Two Trip Adviser-style tools for rating providers during inspections which cost Ofsted just over £90,000 to develop receive responses from just two per cent of learners on average, FE Week analysis reveals.

Learner View was launched in 2012 and cost £65,000 to create. It was designed to draw together the opinions of students about their courses to help steer provider ratings.

But FE Week has uncovered a shockingly low completion rate.

Of the 10 most recent inspections for colleges (as at June 29), less than two per cent of learners on average completed it. And for four of those 10, the completion rate was under one per cent.

Ofsted also launched Employer View in 2014. This tool cost around £26,000 to develop but this time, as the name suggests, its aim was to collate views from employers about the college they work with.

But its take-up has been just as abysmal as the learner survey.

Half of the 10 most recent college inspections had less than five employer respondents.

David Corke, director of education and skills policy for the Association of Colleges, said the surveys could be “abandoned” as a result of the poor response.

“AoC is working with Ofsted to look at this, including whether these surveys can be abandoned in favour of colleges own surveys, as they provide a much more representative sample compared to any satisfaction survey,” he said.

The Ofsted handbook makes it clear that the colleges should be sharing the surveys to both Learner View and Employer View to gain as high a completion rate as possible.

“During the initial telephone call, the lead inspector will ensure that the provider alerts all learners, employers, parents and carers about the inspection and that they may give their views by means of Learner View, Employer View and the parent/carer questionnaire,” the handbook says.

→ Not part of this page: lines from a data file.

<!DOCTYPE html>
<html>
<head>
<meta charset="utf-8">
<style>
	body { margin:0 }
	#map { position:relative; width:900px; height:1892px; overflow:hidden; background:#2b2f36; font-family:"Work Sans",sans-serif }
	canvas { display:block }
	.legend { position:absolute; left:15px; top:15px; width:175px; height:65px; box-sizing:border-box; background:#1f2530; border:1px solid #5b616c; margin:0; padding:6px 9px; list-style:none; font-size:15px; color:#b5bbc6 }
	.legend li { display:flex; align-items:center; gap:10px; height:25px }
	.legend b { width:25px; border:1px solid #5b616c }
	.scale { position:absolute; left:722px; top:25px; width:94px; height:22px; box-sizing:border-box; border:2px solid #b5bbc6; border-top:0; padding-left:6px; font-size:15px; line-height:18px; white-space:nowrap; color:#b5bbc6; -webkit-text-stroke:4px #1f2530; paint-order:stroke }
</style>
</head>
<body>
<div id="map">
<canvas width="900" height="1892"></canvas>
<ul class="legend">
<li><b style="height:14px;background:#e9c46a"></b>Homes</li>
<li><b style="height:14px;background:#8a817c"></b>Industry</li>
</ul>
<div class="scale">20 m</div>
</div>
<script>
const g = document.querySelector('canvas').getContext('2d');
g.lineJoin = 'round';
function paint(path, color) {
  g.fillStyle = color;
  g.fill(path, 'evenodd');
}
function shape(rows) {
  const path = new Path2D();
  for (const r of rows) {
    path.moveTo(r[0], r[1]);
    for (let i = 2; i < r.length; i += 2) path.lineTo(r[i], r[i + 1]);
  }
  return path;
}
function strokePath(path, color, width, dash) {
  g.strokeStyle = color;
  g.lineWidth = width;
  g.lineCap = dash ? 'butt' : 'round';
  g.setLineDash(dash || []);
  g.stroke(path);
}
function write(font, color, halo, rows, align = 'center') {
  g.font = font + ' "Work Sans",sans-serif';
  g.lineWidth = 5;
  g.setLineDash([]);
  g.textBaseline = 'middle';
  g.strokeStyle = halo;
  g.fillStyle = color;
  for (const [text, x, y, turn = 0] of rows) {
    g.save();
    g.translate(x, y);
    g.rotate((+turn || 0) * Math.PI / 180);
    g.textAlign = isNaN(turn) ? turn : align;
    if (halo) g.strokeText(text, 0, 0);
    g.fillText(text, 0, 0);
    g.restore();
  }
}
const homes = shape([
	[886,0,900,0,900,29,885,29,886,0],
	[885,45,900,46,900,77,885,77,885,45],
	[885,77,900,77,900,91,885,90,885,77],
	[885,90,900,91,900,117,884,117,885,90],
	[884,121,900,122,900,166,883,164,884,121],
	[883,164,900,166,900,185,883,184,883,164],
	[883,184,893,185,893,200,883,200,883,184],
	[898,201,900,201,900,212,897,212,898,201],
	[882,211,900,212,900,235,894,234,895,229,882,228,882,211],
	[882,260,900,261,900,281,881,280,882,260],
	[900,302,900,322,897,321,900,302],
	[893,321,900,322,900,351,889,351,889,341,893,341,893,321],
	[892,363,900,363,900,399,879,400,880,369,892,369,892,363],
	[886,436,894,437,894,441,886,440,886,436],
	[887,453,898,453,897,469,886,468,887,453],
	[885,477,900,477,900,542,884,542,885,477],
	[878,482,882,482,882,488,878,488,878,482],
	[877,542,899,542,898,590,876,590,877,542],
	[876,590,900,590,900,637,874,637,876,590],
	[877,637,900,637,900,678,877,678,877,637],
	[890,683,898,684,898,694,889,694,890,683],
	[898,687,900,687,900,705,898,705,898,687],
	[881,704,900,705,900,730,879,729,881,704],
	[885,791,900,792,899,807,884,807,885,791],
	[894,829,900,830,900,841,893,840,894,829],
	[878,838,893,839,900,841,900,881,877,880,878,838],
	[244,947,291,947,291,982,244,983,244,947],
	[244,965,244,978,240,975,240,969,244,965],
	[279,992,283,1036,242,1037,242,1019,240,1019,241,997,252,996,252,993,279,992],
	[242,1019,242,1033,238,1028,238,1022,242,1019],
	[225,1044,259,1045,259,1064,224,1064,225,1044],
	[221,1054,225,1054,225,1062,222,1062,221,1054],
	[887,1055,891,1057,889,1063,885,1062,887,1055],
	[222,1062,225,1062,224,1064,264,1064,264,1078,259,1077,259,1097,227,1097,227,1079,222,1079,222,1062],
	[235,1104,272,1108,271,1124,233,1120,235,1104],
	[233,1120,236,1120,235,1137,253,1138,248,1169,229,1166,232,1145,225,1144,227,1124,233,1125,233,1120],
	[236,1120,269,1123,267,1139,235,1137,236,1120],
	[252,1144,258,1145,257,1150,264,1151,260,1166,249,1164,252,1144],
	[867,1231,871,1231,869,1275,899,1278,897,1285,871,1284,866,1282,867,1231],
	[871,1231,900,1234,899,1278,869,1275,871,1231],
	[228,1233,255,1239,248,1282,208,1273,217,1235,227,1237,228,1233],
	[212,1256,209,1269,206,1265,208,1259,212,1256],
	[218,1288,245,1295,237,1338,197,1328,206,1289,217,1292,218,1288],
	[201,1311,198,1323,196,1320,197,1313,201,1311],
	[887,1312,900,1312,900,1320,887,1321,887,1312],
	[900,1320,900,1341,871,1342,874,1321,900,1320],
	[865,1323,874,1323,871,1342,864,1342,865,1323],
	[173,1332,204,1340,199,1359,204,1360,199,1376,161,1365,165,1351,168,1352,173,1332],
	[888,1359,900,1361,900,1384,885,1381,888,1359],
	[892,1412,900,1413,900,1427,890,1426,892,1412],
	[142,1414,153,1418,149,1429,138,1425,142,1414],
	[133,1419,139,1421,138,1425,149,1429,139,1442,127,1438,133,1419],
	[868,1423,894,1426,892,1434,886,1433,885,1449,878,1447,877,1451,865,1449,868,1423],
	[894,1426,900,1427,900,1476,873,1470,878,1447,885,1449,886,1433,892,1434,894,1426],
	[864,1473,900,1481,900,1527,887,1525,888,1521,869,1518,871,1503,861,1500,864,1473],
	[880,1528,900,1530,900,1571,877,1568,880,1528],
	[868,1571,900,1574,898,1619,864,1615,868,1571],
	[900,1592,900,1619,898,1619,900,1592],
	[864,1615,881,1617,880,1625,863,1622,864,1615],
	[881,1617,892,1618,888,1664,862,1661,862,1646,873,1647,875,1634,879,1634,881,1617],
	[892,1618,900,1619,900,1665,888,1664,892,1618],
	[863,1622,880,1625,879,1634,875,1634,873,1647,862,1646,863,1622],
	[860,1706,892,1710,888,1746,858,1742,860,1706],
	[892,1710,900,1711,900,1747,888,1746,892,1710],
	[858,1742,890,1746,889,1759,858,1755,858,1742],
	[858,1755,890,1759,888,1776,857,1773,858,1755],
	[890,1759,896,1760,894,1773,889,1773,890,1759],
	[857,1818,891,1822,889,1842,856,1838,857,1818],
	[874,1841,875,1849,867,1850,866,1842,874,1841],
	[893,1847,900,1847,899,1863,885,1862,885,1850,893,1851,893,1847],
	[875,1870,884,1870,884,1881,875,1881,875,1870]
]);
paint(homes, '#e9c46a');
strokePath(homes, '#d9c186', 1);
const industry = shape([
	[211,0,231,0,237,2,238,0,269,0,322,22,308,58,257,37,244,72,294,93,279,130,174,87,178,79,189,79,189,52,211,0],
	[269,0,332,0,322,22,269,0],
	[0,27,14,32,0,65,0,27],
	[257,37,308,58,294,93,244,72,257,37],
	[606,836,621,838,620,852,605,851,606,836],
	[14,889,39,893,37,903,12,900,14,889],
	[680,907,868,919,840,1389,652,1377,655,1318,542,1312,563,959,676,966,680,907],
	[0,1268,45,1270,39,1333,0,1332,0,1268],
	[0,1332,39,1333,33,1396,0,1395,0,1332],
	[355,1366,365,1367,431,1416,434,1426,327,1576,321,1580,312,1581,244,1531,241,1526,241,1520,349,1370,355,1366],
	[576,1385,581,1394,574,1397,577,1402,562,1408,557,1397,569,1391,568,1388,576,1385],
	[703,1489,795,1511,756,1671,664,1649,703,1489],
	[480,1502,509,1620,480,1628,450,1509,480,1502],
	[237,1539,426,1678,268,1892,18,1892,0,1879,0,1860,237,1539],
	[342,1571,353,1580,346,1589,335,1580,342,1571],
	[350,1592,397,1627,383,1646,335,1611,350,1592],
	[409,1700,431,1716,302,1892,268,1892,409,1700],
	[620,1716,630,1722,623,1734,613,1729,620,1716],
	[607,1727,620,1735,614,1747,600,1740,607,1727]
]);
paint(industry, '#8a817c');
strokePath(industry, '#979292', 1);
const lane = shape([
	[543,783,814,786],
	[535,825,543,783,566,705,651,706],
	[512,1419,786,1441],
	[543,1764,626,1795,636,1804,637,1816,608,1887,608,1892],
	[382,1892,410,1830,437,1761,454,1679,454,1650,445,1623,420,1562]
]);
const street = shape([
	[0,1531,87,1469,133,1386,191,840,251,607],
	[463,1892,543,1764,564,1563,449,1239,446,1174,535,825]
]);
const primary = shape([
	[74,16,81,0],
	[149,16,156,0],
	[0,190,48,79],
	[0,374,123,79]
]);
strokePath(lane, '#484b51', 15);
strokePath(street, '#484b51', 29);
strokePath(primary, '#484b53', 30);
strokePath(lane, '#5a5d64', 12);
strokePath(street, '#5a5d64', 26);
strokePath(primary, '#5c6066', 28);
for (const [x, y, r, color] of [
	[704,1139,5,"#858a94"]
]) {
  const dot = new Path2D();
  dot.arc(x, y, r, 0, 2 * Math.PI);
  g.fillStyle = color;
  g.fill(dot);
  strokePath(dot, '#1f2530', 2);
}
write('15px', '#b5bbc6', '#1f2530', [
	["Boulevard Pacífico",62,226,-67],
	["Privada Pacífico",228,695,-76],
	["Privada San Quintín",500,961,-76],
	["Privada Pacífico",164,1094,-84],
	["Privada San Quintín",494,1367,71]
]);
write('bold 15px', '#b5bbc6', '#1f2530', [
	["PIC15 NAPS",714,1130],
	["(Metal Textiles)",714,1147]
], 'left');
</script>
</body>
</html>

But at Telford College of Arts and Technology, for example, just 78 of its 19,500 learners used the tool – 0.4 per cent of its student population.

The highest completion rate for the learner survey was found at Carshalton College, where 97 (five per cent) of its 1,798 students took the survey.

The highest response for Employer View of the 10 most recent inspections was found at Telford College, where 32 employers filled out the survey.

But at Grimsby Institute Group, only one employer used the tool, while just two employers used it at Carshalton and St Helens College.

A spokesperson for the watchdog didn’t directly say whether Ofsted planned to continue using the tools, but did admit that the response rates to

Learner View and Employer View “have not yet reached the levels we had hoped for”.

She told FE Week that the watchdog has worked with organisations such as the National Union of Students and the Confederation of British Industry to promote the surveys, “for instance through Twitter and at their conferences and events”.

However, she said the inspectorate had “recently been reviewing how we can increase engagement with the sites”, adding that it “would be grateful if

FE Week could help us promote them, in the interests of learners and employers”.

Both surveys have outlived Ofsted’s FE and skills data dashboard, which closed last year just two years after it was launched.

The dashboard was designed to help governors and members of the public keep a check on the performance of providers.